The mirror question is just as live: do FPOs actually want a public-facing listing? My assumption is that visibility helps. But there are real reasons an FPO might not want their phone number publicly searchable — spam, GST queries from buyers fishing for cheaper deals, the genuine cost of fielding inquiries from people who never end up buying. A platform that gets discovery right for buyers but wastes FPO time is worse than no platform.

Neither question gets answered by building. They get answered by talking to FPOs and to small organic buyers — and ideally watching how a buyer who's never heard of an FPO finds one today, what fails in that process, and whether what fails is something a website can fix.

What's next

The Micro-Loan Portfolio Simulator. The Kanpur trip — sitting with NGOs and SHG members who do this work daily, listening rather than pitching — is in October. Iteration has run faster than I'd budgeted for, so the fourth prototype gets built before that trip, not after.

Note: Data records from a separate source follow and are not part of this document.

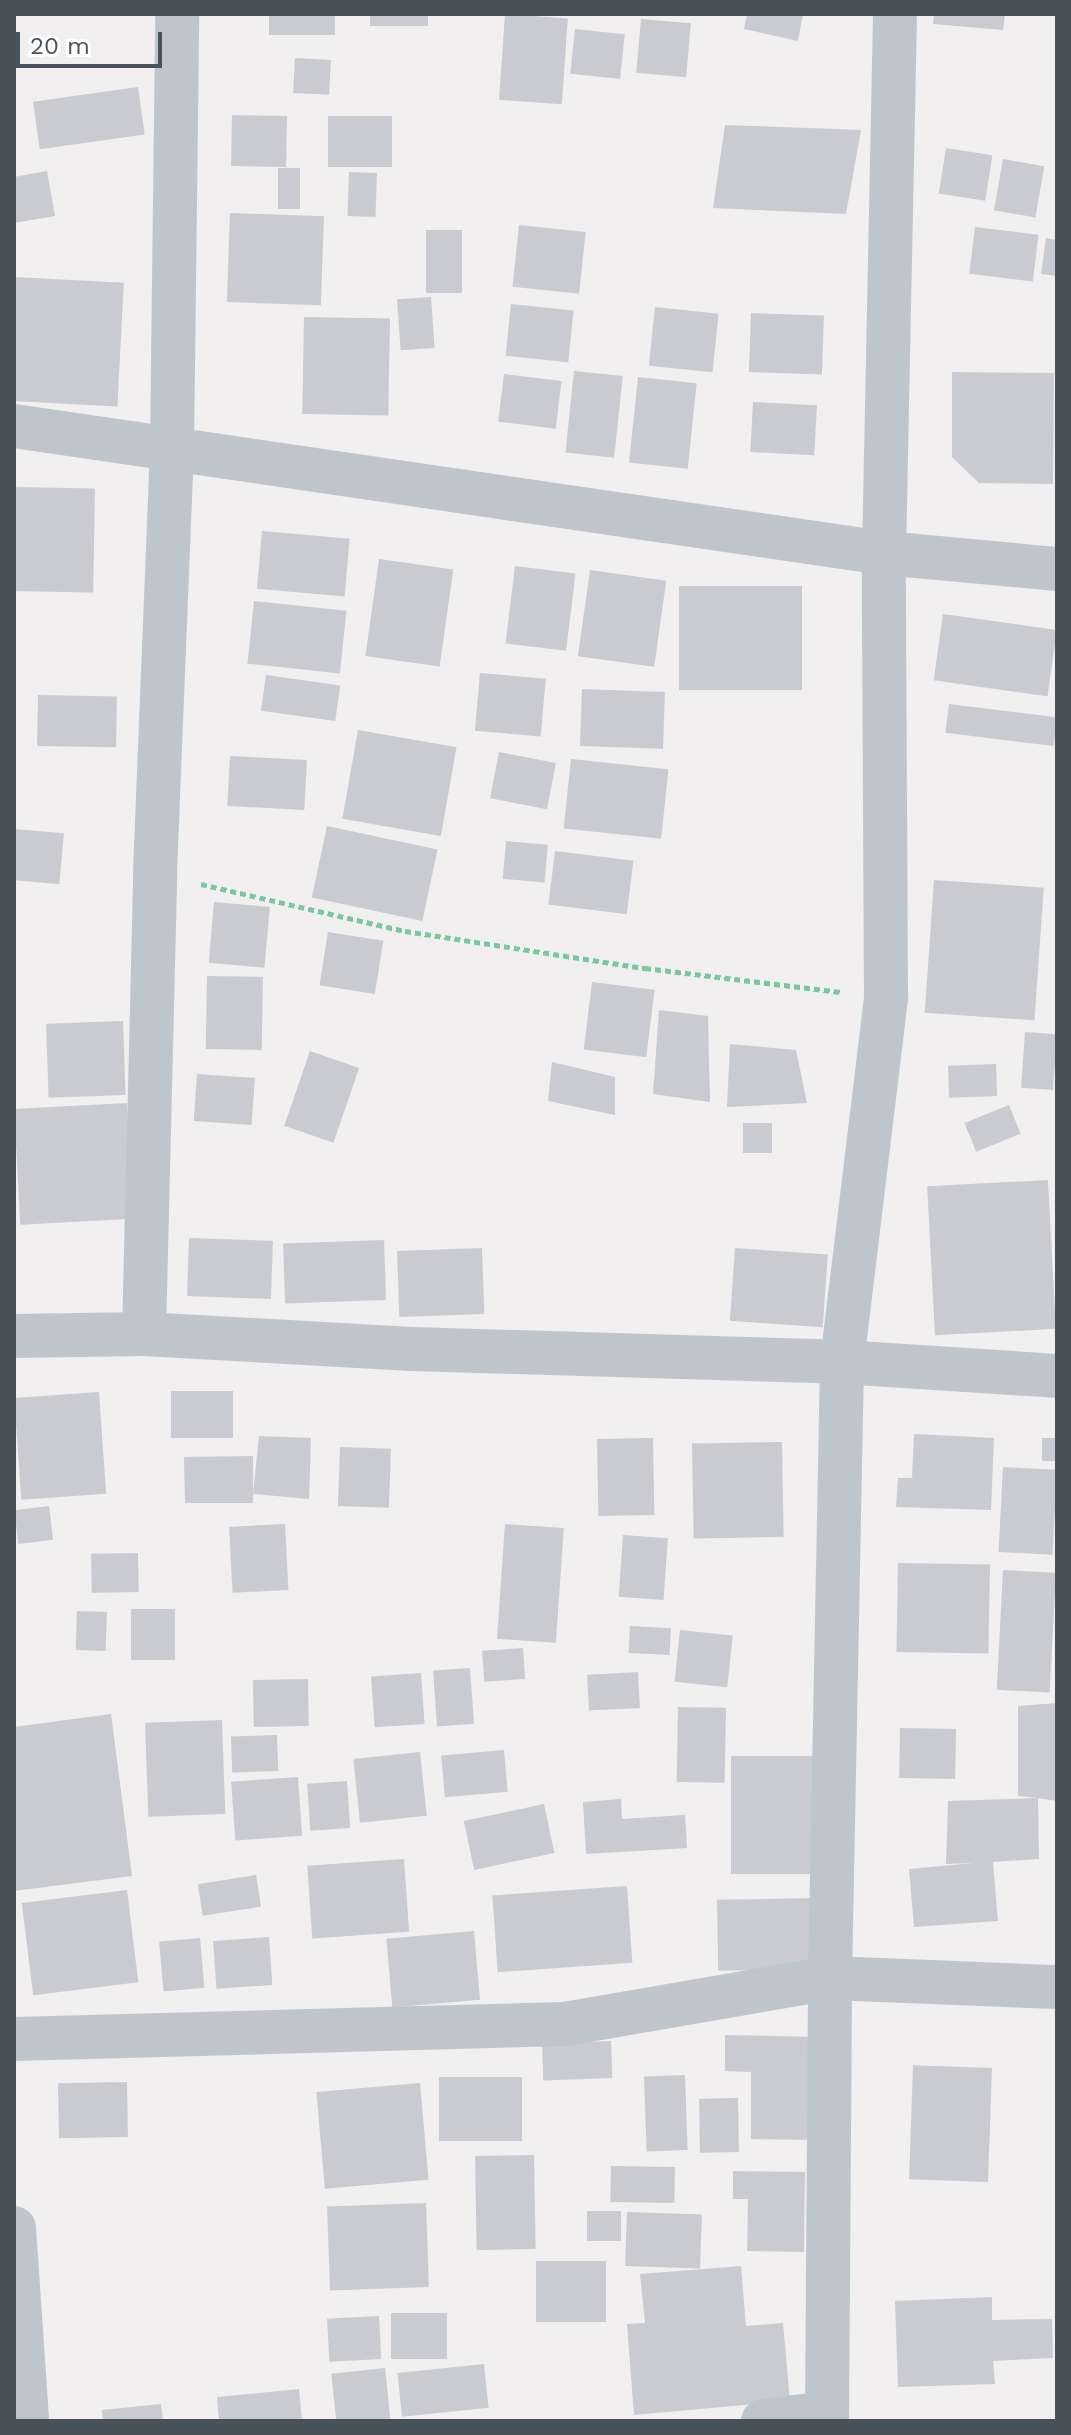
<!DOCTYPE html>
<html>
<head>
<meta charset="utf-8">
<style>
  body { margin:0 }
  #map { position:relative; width:1071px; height:2435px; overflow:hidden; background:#f1efef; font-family:"Work Sans",sans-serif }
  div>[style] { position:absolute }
  .building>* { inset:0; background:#c9cbd1; transform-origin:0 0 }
  .path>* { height:5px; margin-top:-2.5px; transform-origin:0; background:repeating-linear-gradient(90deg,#7ac79f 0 6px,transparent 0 10px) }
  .street>* { height:44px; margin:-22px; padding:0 22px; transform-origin:22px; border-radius:22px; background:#bec6cc }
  span { translate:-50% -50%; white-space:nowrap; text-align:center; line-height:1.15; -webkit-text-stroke:6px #fff; paint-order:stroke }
  .frame { position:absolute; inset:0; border:16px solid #48525a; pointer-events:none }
  .scale { position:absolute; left:16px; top:32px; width:146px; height:36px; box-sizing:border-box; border:4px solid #48525a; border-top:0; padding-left:10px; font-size:24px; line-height:28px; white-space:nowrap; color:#48525a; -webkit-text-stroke:6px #fff; paint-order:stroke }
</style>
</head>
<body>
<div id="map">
  <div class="building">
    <div style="left:269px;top:14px;width:66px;height:21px"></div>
    <div style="left:370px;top:14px;width:58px;height:12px"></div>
    <div style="left:505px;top:14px;width:63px;height:86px;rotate:4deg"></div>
    <div style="clip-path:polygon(747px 14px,803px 14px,798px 41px,744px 29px)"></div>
    <div style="clip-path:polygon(934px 14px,1005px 14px,1003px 30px,933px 24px)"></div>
    <div style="left:641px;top:19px;width:50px;height:54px;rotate:5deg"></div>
    <div style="left:575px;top:29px;width:50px;height:45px;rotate:6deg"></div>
    <div style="left:295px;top:58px;width:36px;height:35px;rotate:3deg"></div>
    <div style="left:138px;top:87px;width:48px;height:106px;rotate:82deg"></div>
    <div style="left:232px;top:115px;width:55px;height:51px;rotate:1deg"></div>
    <div style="left:392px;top:116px;width:51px;height:64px;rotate:90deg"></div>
    <div style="clip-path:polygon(725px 125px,861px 130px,846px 214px,713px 208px)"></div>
    <div style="left:946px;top:148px;width:47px;height:46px;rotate:9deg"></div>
    <div style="left:1003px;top:159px;width:42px;height:52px;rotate:10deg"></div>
    <div style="left:278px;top:168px;width:22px;height:41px"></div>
    <div style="clip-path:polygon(47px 171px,55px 216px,14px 223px,14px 177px)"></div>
    <div style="left:349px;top:172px;width:28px;height:44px;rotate:2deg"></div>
    <div style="left:230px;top:213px;width:94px;height:89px;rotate:2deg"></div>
    <div style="left:519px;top:225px;width:67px;height:62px;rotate:6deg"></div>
    <div style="left:975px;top:227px;width:64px;height:47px;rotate:7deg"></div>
    <div style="left:426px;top:230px;width:36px;height:63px"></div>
    <div style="clip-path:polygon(1046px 238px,1057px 240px,1057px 276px,1041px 274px)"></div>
    <div style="left:14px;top:277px;width:110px;height:124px;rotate:3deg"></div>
    <div style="left:431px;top:297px;width:51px;height:34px;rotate:86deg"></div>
    <div style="left:511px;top:304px;width:63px;height:52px;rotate:6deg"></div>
    <div style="left:655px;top:307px;width:64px;height:59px;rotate:6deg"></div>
    <div style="left:751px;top:313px;width:73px;height:59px;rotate:2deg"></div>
    <div style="left:304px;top:317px;width:86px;height:97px;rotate:1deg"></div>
    <div style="left:574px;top:371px;width:49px;height:82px;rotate:6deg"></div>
    <div style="clip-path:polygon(952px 372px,1054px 373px,1053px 484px,979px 483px,952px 457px)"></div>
    <div style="left:504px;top:374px;width:58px;height:48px;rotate:7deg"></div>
    <div style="left:638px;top:377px;width:59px;height:86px;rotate:6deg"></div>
    <div style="left:753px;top:402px;width:64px;height:50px;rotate:3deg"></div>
    <div style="left:14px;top:487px;width:81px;height:104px;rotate:1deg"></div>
    <div style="left:262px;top:531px;width:88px;height:58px;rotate:5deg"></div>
    <div style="left:379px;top:559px;width:75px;height:98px;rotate:8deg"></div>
    <div style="left:515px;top:566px;width:61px;height:78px;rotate:7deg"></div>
    <div style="left:590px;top:570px;width:77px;height:87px;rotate:8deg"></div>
    <div style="left:679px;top:586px;width:123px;height:104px"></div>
    <div style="left:254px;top:601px;width:93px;height:63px;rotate:6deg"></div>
    <div style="left:943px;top:614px;width:115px;height:67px;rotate:8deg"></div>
    <div style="left:480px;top:673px;width:66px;height:58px;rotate:5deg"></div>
    <div style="left:266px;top:675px;width:75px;height:36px;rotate:8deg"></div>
    <div style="left:582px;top:689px;width:83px;height:57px;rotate:2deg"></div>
    <div style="left:38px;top:695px;width:79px;height:51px;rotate:1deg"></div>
    <div style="left:949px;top:704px;width:109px;height:29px;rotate:7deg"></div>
    <div style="left:358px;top:730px;width:100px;height:90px;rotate:10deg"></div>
    <div style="left:499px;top:752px;width:58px;height:47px;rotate:11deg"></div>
    <div style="left:230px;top:756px;width:77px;height:50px;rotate:3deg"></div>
    <div style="left:571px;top:759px;width:98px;height:70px;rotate:6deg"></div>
    <div style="left:327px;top:826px;width:113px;height:73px;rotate:12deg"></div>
    <div style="left:14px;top:829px;width:50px;height:51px;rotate:5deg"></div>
    <div style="left:506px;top:841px;width:42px;height:38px;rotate:5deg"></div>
    <div style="left:555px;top:851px;width:79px;height:54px;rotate:7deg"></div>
    <div style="left:934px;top:880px;width:110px;height:133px;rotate:4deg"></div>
    <div style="left:214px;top:902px;width:56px;height:61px;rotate:5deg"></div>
    <div style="left:328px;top:932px;width:56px;height:54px;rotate:9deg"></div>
    <div style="left:207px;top:976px;width:56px;height:73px;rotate:1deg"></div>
    <div style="left:592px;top:982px;width:63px;height:68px;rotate:7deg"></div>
    <div style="clip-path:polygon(659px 1010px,708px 1016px,710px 1102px,653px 1094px)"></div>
    <div style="left:123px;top:1021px;width:74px;height:77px;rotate:88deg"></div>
    <div style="left:1025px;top:1032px;width:32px;height:56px;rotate:4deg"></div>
    <div style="clip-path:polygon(730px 1044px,796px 1050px,807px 1103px,727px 1107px)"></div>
    <div style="left:310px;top:1051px;width:52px;height:79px;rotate:19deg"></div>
    <div style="clip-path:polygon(552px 1062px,615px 1077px,615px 1115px,548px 1101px)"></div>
    <div style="left:996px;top:1064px;width:32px;height:48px;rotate:88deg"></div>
    <div style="left:197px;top:1074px;width:58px;height:47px;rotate:4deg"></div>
    <div style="left:127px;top:1103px;width:116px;height:113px;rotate:87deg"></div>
    <div style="left:1009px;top:1105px;width:31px;height:48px;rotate:68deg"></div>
    <div style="left:743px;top:1123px;width:29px;height:30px"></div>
    <div style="left:1048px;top:1180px;width:149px;height:121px;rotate:87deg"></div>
    <div style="left:189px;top:1238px;width:84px;height:58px;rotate:2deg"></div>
    <div style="left:384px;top:1240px;width:60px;height:101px;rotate:88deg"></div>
    <div style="left:482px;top:1248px;width:66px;height:85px;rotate:88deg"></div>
    <div style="left:735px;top:1248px;width:93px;height:73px;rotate:4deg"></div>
    <div style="left:171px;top:1391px;width:62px;height:47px"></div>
    <div style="left:99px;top:1392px;width:102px;height:85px;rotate:86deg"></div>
    <div style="clip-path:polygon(914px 1434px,994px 1438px,991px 1510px,896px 1507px,898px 1478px,912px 1478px)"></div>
    <div style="clip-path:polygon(259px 1436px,311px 1438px,309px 1499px,253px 1494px,253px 1503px,185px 1503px,184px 1457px,253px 1456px,253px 1494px)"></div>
    <div style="left:653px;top:1438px;width:77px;height:56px;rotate:89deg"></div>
    <div style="left:1057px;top:1438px;width:23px;height:15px;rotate:90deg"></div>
    <div style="left:782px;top:1442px;width:95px;height:90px;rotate:89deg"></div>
    <div style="left:340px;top:1447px;width:51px;height:59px;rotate:2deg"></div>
    <div style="left:1003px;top:1467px;width:54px;height:85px;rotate:3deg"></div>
    <div style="left:49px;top:1506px;width:34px;height:35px;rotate:83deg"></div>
    <div style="left:285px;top:1524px;width:66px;height:56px;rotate:87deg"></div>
    <div style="left:505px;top:1524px;width:59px;height:115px;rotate:4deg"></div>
    <div style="left:623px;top:1535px;width:45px;height:62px;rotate:4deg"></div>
    <div style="left:138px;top:1553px;width:39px;height:47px;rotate:89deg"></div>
    <div style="left:898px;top:1563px;width:92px;height:89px;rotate:1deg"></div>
    <div style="left:1003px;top:1570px;width:53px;height:120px;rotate:3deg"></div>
    <div style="left:131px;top:1609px;width:44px;height:51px"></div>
    <div style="left:77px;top:1611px;width:30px;height:39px;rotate:2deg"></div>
    <div style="left:630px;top:1626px;width:41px;height:27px;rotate:3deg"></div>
    <div style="left:680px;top:1630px;width:53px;height:52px;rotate:6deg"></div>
    <div style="left:523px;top:1648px;width:31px;height:41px;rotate:86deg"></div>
    <div style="left:470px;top:1668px;width:56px;height:37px;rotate:86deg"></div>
    <div style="left:638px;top:1672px;width:36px;height:51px;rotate:87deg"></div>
    <div style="left:421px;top:1673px;width:51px;height:50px;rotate:86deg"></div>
    <div style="left:308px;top:1679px;width:47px;height:55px;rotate:89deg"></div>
    <div style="clip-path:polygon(1057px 1703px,1057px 1801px,1038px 1798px,1039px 1859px,993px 1862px,998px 1921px,914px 1927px,909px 1869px,974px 1863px,946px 1864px,948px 1801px,1038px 1798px,1018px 1796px,1018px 1706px)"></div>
    <div style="left:678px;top:1707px;width:48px;height:75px;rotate:1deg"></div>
    <div style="clip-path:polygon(111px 1714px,132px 1876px,14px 1891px,14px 1727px)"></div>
    <div style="left:222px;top:1720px;width:94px;height:77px;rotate:88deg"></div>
    <div style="left:900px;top:1728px;width:56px;height:50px;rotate:1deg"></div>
    <div style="left:277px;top:1735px;width:36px;height:46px;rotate:88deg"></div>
    <div style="left:504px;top:1750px;width:42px;height:63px;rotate:85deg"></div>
    <div style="left:420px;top:1752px;width:64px;height:67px;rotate:84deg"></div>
    <div style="left:731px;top:1756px;width:95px;height:118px"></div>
    <div style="left:298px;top:1777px;width:59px;height:67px;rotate:86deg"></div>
    <div style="left:347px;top:1781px;width:47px;height:40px;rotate:86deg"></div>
    <div style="clip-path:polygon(621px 1799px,622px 1819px,685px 1815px,687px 1848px,586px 1854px,583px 1802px)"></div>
    <div style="left:544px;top:1804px;width:50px;height:82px;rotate:78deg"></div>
    <div style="left:404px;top:1859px;width:73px;height:97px;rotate:86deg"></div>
    <div style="left:256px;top:1875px;width:32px;height:59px;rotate:81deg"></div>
    <div style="left:627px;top:1886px;width:77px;height:135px;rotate:86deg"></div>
    <div style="left:127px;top:1890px;width:93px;height:106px;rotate:83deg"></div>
    <div style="left:815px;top:1898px;width:71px;height:98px;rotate:89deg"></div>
    <div style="left:474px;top:1931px;width:69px;height:88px;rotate:85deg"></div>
    <div style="left:269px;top:1937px;width:48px;height:56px;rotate:86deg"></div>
    <div style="left:200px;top:1938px;width:50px;height:41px;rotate:85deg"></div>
    <div style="clip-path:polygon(725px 2035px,819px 2037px,817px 2140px,751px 2139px,751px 2072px,725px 2071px)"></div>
    <div style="left:611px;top:2041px;width:37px;height:69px;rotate:88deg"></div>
    <div style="left:992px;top:2068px;width:114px;height:79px;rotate:92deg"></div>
    <div style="left:685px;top:2075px;width:75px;height:41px;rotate:88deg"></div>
    <div style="left:522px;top:2077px;width:64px;height:83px;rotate:90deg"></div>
    <div style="left:127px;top:2082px;width:55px;height:69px;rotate:89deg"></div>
    <div style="left:420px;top:2083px;width:97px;height:104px;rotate:85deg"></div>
    <div style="left:738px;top:2098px;width:54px;height:39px;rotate:89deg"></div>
    <div style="left:534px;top:2155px;width:94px;height:59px;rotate:89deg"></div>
    <div style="left:611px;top:2166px;width:64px;height:36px;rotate:1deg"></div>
    <div style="clip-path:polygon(733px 2171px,805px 2172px,804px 2252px,747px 2251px,748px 2199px,733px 2199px)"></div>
    <div style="left:426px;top:2203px;width:84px;height:99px;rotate:88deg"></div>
    <div style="left:587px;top:2211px;width:34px;height:30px"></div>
    <div style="left:627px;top:2212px;width:75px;height:54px;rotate:2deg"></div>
    <div style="left:536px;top:2261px;width:70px;height:61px"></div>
    <div style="clip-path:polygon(741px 2266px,746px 2326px,783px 2323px,790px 2401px,634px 2415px,627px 2324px,645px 2323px,640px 2274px)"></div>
    <div style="clip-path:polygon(992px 2297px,992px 2320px,1052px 2319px,1053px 2358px,993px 2361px,995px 2384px,898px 2387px,895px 2301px)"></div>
    <div style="left:391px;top:2313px;width:56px;height:46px"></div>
    <div style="left:379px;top:2316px;width:43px;height:52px;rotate:87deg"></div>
    <div style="left:484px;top:2364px;width:44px;height:87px;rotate:84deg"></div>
    <div style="left:385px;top:2368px;width:53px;height:54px;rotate:84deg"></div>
    <div style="clip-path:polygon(299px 2389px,302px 2421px,219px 2421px,217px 2397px)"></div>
    <div style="clip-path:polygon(161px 2404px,163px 2421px,103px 2421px,102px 2410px)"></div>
  </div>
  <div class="path">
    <div style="left:201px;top:884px;width:209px;rotate:13deg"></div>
    <div style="left:405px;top:931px;width:243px;rotate:8.8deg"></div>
    <div style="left:645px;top:968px;width:197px;rotate:7deg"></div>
  </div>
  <div class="street">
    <div style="left:14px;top:426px;width:879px;rotate:8.31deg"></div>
    <div style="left:884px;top:553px;width:174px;rotate:5.3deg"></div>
    <div style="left:144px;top:1334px;width:462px;rotate:-88.6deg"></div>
    <div style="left:155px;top:872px;width:425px;rotate:-87.7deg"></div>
    <div style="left:172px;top:447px;width:433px;rotate:-89.3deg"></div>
    <div style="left:14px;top:1336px;width:130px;rotate:-0.9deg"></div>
    <div style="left:144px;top:1334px;width:268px;rotate:3.2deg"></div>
    <div style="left:412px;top:1349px;width:430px;rotate:1.7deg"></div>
    <div style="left:842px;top:1362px;width:215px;rotate:3.7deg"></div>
    <div style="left:14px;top:2039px;width:551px;rotate:-1.56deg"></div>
    <div style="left:565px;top:2024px;width:269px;rotate:-9.8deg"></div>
    <div style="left:830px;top:1978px;width:227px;rotate:2.3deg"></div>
    <div style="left:14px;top:2228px;width:193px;rotate:86.1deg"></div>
    <div style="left:763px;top:2421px;width:64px;rotate:-7.2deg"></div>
    <div style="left:827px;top:2421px;width:443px;rotate:-89.6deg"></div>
    <div style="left:830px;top:1978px;width:616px;rotate:-88.88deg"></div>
    <div style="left:842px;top:1362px;width:369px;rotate:-83.1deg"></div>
    <div style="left:886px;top:996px;width:443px;rotate:-90.3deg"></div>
    <div style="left:884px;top:553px;width:539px;rotate:-88.83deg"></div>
  </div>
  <div class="frame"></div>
  <div class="scale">20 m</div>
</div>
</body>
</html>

How does a ₹5–10L revolving fund actually evolve over three years? Loan size, tenure, repayment rate, default rate, reinvestment — modelled with assumptions calibrated from NABARD and Sa-Dhan reports, not arbitrary sliders. The interesting test isn't the math. It's whether the assumptions are transparent enough that someone with real SHG experience could push back on them productively.

A fifth project is on the bench after that: a skill-gap visualiser for UP districts using NSDC and NCS data. Whether it earns its place depends on whether the underlying data turns out to be usable — a question the build itself will answer.